What is expected: Please give back an exact reproduction of the lines from the one with "Annotation task. Parse" through the end of the entries below, and no others.

Material for this exercise:

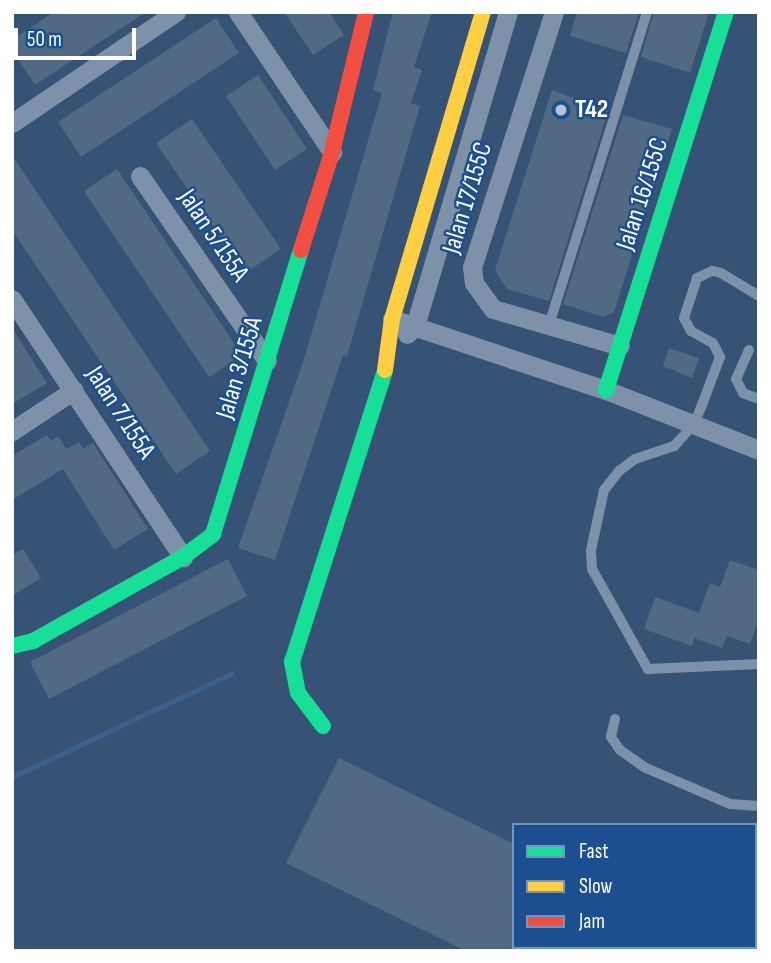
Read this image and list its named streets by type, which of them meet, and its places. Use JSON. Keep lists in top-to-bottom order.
{
  "streets": {
    "street": [
      "Jalan 16/155C",
      "Jalan 17/155C",
      "Jalan 5/155A",
      "Jalan 3/155A",
      "Jalan 7/155A"
    ]
  },
  "crossings": [
    ["Jalan 16/155C", "Jalan 17/155C"],
    ["Jalan 5/155A", "Jalan 3/155A"],
    ["Jalan 3/155A", "Jalan 7/155A"]
  ],
  "places": ["T42"],
  "legend": ["Fast", "Slow", "Jam"],
  "scale_bar": "50 m"
}
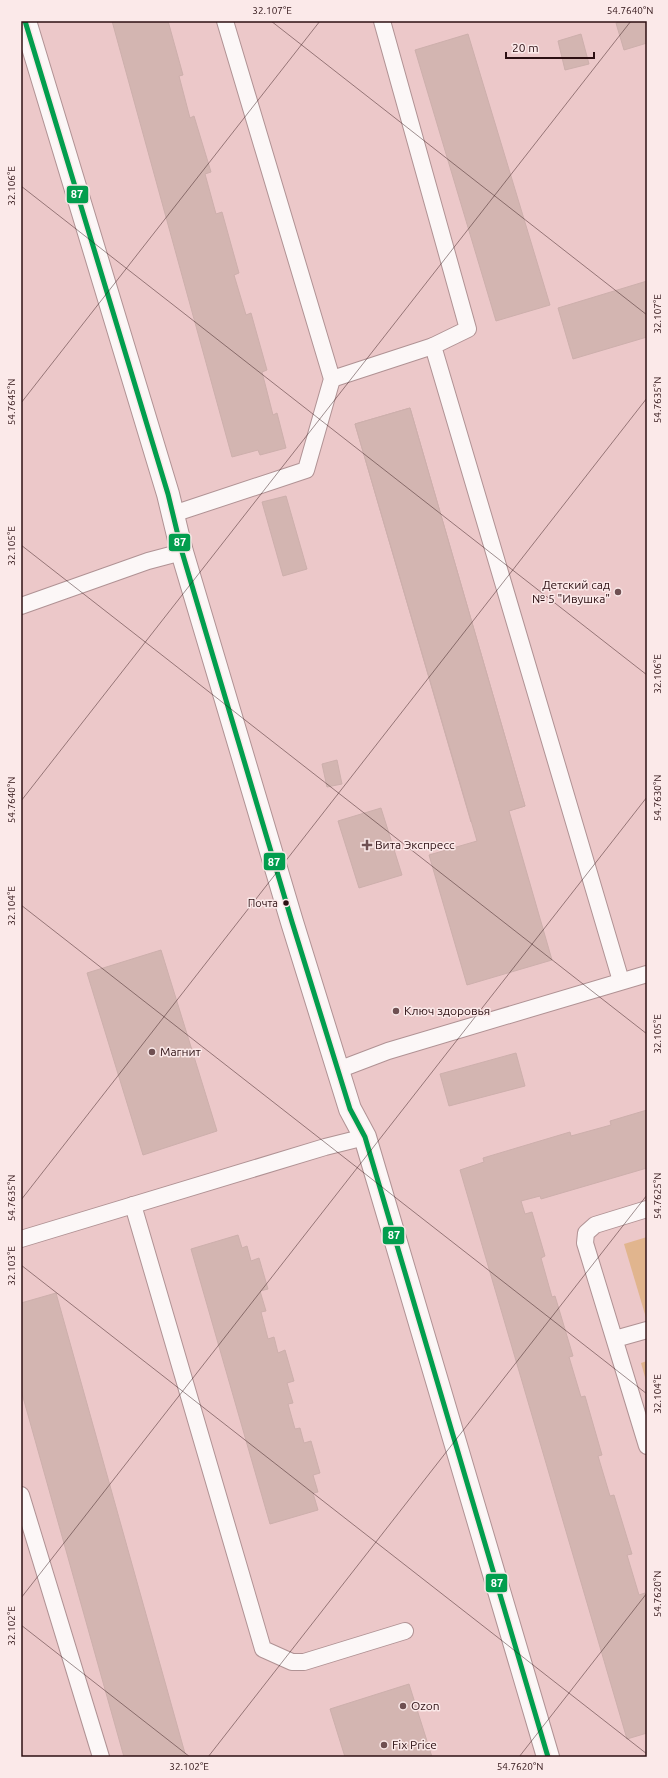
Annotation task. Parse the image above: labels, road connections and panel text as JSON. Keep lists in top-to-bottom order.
{
  "places": {
    "other": [
      "Детский сад № 5 \"Ивушка\"",
      "Почта",
      "Ключ здоровья",
      "Магнит",
      "Ozon",
      "Fix Price"
    ],
    "health": ["Вита Экспресс"]
  },
  "lines": ["transit line 87"],
  "scale_bar": "20 m",
  "coordinates": [
    "32.107°E",
    "54.7640°N",
    "32.106°E",
    "54.7635°N",
    "54.7645°N",
    "32.105°E",
    "54.7630°N",
    "32.104°E",
    "54.7625°N",
    "32.103°E",
    "54.7620°N",
    "32.102°E"
  ]
}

Answer below:
Annotation task. Parse the image above: labels, road connections and panel text as JSON. Keep lists in top-to-bottom order.
{
  "places": {
    "other": [
      "Детский сад № 5 \"Ивушка\"",
      "Почта",
      "Ключ здоровья",
      "Магнит",
      "Ozon",
      "Fix Price"
    ],
    "health": ["Вита Экспресс"]
  },
  "lines": ["transit line 87"],
  "scale_bar": "20 m",
  "coordinates": [
    "32.107°E",
    "54.7640°N",
    "32.106°E",
    "54.7635°N",
    "54.7645°N",
    "32.105°E",
    "54.7630°N",
    "32.104°E",
    "54.7625°N",
    "32.103°E",
    "54.7620°N",
    "32.102°E"
  ]
}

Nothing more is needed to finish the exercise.